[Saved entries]
---*---

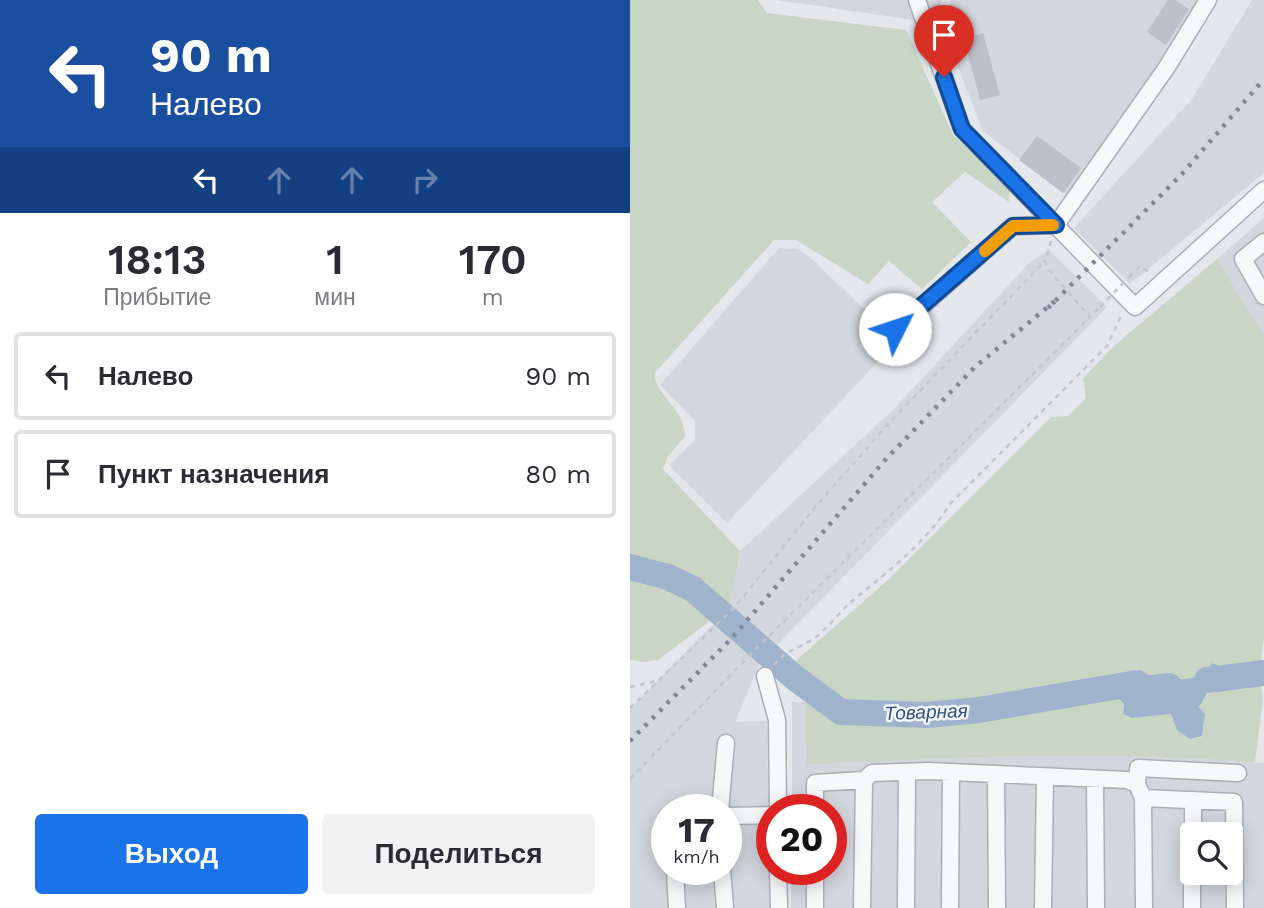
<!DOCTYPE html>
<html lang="ru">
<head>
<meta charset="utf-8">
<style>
	:root { --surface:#fff; --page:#f2f2f3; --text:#2b2b33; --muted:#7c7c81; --line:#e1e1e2; --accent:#1a73e8 }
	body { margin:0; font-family:"Work Sans",sans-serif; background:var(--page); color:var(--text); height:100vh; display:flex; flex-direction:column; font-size:26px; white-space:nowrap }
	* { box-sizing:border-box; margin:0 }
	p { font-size:23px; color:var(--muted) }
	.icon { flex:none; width:38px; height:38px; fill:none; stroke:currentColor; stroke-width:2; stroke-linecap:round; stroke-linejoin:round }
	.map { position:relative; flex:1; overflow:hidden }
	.details { display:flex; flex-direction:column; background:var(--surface); width:630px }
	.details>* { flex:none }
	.banner { background:#1a4fa0; color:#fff; overflow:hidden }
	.buttons { position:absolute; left:550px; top:822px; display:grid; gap:14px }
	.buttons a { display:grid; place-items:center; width:63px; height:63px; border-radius:7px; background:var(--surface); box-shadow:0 4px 18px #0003; font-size:35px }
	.speed { position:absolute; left:21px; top:794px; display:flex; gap:14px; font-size:35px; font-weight:700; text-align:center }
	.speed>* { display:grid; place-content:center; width:91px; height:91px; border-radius:50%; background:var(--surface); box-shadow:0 4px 18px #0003; line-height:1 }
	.speed small { font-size:18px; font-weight:400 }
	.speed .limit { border:10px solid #d22; background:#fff; color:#111 }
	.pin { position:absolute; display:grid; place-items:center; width:60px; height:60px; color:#fff; margin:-72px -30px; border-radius:50% 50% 50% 0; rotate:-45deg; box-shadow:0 0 7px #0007 }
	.pin .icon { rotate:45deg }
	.me { position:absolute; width:77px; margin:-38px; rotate:49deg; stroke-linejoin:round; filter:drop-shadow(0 0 5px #0008) }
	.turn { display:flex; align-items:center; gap:24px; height:147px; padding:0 35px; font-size:32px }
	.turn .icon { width:91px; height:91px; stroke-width:2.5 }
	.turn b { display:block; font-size:49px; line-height:60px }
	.lanes { display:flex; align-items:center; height:66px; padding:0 35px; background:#0003; justify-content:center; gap:35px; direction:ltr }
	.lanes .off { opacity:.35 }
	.eta { display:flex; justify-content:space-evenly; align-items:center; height:119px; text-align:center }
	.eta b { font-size:42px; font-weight:600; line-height:49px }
	.primary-button { display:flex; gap:14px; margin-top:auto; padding:14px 35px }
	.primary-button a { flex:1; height:80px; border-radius:7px; background:var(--accent); color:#fff; font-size:28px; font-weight:600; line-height:80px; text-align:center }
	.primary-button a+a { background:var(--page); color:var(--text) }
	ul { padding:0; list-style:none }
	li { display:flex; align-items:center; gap:21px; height:88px; margin:0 14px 10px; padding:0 21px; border:4px solid var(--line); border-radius:7px }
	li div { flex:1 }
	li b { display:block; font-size:26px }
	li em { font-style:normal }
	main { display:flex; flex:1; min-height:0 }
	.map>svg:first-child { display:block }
	.built { fill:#d2d6de; fill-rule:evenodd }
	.green { fill:#c9d6c5; fill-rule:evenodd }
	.water { fill:#9fb4cc }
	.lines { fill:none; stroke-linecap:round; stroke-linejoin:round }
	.river { stroke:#9fb4cc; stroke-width:26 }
	.building { fill:#bbc0ca }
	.minor-casing { stroke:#a9aeb7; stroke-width:19 }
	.path { stroke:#c2c5cb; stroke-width:2.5; stroke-dasharray:5 5; stroke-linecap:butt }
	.minor { stroke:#f7f8fa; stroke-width:16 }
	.rail { stroke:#7d8696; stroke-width:4.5; stroke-dasharray:3.5 7; stroke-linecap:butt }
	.path-bridge { stroke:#c2c5cb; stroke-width:2.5; stroke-dasharray:5 5; stroke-linecap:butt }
	.route-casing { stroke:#114b97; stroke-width:18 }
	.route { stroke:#1a73e8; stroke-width:12 }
	.slow { stroke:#f59e0b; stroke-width:12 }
	.labels { text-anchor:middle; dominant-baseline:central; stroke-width:5; stroke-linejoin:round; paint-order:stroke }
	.water-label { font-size:19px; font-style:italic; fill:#34527a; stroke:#f4f6f9 }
</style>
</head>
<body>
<main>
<section class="details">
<div class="banner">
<div class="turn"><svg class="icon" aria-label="left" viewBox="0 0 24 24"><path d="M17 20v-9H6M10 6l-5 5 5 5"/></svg><div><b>90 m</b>Налево</div></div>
<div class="lanes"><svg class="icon" aria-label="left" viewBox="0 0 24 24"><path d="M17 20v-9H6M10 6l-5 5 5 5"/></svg><svg class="icon off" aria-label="ahead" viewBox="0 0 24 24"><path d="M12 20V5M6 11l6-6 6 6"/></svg><svg class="icon off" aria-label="ahead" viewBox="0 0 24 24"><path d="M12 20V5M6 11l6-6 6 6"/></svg><svg class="icon off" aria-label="right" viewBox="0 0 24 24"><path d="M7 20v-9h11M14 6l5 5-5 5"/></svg></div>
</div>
<div class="eta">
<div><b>18:13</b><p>Прибытие</p></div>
<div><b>1</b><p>мин</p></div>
<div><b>170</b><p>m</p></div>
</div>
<ul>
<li><svg class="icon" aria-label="left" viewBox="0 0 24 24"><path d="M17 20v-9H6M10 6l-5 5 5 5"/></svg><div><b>Налево</b></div><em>90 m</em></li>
<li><svg class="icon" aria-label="arrive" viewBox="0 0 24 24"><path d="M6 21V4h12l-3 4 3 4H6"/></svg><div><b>Пункт назначения</b></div><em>80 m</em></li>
</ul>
<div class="primary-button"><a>Выход</a><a>Поделиться</a></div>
</section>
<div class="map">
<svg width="634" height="908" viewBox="0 0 634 908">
	<rect width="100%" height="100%" fill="#e4e7ec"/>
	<!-- built -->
	<path class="built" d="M147,0H312L304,23Z
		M321,0H571L438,196L353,131L318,42Z
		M622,0H634V173L500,284L444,228L562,99Z
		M634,218V335L587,259Z
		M149,248L168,249L183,260L267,341L97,523L39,465L65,440V421L30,385Z
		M419,250L477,307L147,645L100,606L110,551L263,410L401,261Z
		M86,621L130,662L105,722L137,721L140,908H0V709ZM37,810H96V870H37Z
		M162,702H176L178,765L267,759L517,754L634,763V908H161V870H201V810H162ZM562,835H600V873H562Z"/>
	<!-- green -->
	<path class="green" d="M0,0H128L137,13L276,30L323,135L379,188V202L335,172L302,202L341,242L292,289L259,261L238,284L166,240H144L24,374C29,401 54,407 55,436L37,458L33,469L110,551L100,606L28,660L14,662L0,660Z
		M587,259L634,335V636L630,674L633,700L625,762C477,751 326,756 177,765L176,702L161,665L260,578L421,417L438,416L456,398L453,378L485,345ZM582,663L613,675C591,681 581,687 569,707L575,714L572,737L560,739L541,714L502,718L493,714L494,704L487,695L507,683L521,684L537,678L552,681L576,675Z"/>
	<!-- water -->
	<path class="water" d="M582,663L613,675V683L590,681L578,692L569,707L575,714L572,736L560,739L547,730L541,714L502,718L493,714L494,704L486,695C519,676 542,684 576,675Z"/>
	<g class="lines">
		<!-- river -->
		<path class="river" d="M0,567L38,577L63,589L165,678L211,712L297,715L349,710L507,683L515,689L539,686
			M577,680L634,673"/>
	</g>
	<!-- building -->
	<path class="building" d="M538,0H545L559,9L536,45L517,32Z
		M353,33L370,95L350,100L334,39Z
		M407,136L451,168L433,193L389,160Z"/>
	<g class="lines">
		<defs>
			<path id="minor" d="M287,0L332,129L505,307L634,190
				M634,242L613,259L634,296
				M266,329L383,226L426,225L537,67L578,0
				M135,676L147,720L148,810
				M366,774L367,908
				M465,779L466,908
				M507,784L513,798L604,802L605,908
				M513,798L514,908
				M90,810L96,743
				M185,810V783L234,780L242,773L298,771L497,780L507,784L508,768L608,773
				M96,816L142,815
				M563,835V800
				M45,870L47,908
				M92,870L95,908
				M148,870L149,908
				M185,908V870
				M232,908L234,780
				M276,908L277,772
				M320,908L321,773
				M413,908L415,777
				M562,908V873"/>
		</defs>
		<!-- minor casing -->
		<use href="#minor" class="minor-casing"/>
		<!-- path -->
		<path class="path" d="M421,241L415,261L419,270L460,317L470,307
			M499,277L510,266L519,272
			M144,665C158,648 167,650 183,639C198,629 208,613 221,602C256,573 296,543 320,504L477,346L491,316
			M0,687L27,681
			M0,708L105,607L187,505L259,423L415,261
			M0,779L118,657L460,317"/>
		<!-- minor -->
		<use href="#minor" class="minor"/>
		<!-- rail -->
		<path class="rail" d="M418,308L552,174L634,79
			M0,741L101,639L256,459L345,367L425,301"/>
		<!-- path-bridge -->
		<path class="path-bridge" d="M470,307L499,277"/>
	</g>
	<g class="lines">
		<defs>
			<path id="route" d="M265,329L383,226L426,225L332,129L314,77"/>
		</defs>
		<!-- route casing -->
		<use href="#route" class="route-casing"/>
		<!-- route -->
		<use href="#route" class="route"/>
		<!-- slow -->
		<path class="slow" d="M355,251L383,226L423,225"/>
	</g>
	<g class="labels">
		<!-- water labels -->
		<g class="water-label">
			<text transform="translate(296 712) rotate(-2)">Товарная</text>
		</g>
	</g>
</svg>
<div class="buttons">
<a><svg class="icon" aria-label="search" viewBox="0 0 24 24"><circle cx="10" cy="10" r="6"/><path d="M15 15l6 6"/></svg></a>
</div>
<div class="speed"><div>17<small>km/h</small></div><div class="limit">20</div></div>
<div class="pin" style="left:314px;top:77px;background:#d93025"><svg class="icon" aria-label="arrive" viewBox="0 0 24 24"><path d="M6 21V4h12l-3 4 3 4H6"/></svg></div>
<svg class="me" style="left:265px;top:329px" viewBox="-20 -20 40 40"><circle r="19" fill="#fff"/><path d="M0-13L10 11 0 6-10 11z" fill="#1a73e8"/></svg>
</div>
</main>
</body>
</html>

---*---

_Requirement_
Check each line of the data above, and please copy the ones in which the string "border" occurs.

_Answer for this exercise_
	* { box-sizing:border-box; margin:0 }
	.buttons a { display:grid; place-items:center; width:63px; height:63px; border-radius:7px; background:var(--surface); box-shadow:0 4px 18px #0003; font-size:35px }
	.speed>* { display:grid; place-content:center; width:91px; height:91px; border-radius:50%; background:var(--surface); box-shadow:0 4px 18px #0003; line-height:1 }
	.speed .limit { border:10px solid #d22; background:#fff; color:#111 }
	.pin { position:absolute; display:grid; place-items:center; width:60px; height:60px; color:#fff; margin:-72px -30px; border-radius:50% 50% 50% 0; rotate:-45deg; box-shadow:0 0 7px #0007 }
	.primary-button a { flex:1; height:80px; border-radius:7px; background:var(--accent); color:#fff; font-size:28px; font-weight:600; line-height:80px; text-align:center }
	li { display:flex; align-items:center; gap:21px; height:88px; margin:0 14px 10px; padding:0 21px; border:4px solid var(--line); border-radius:7px }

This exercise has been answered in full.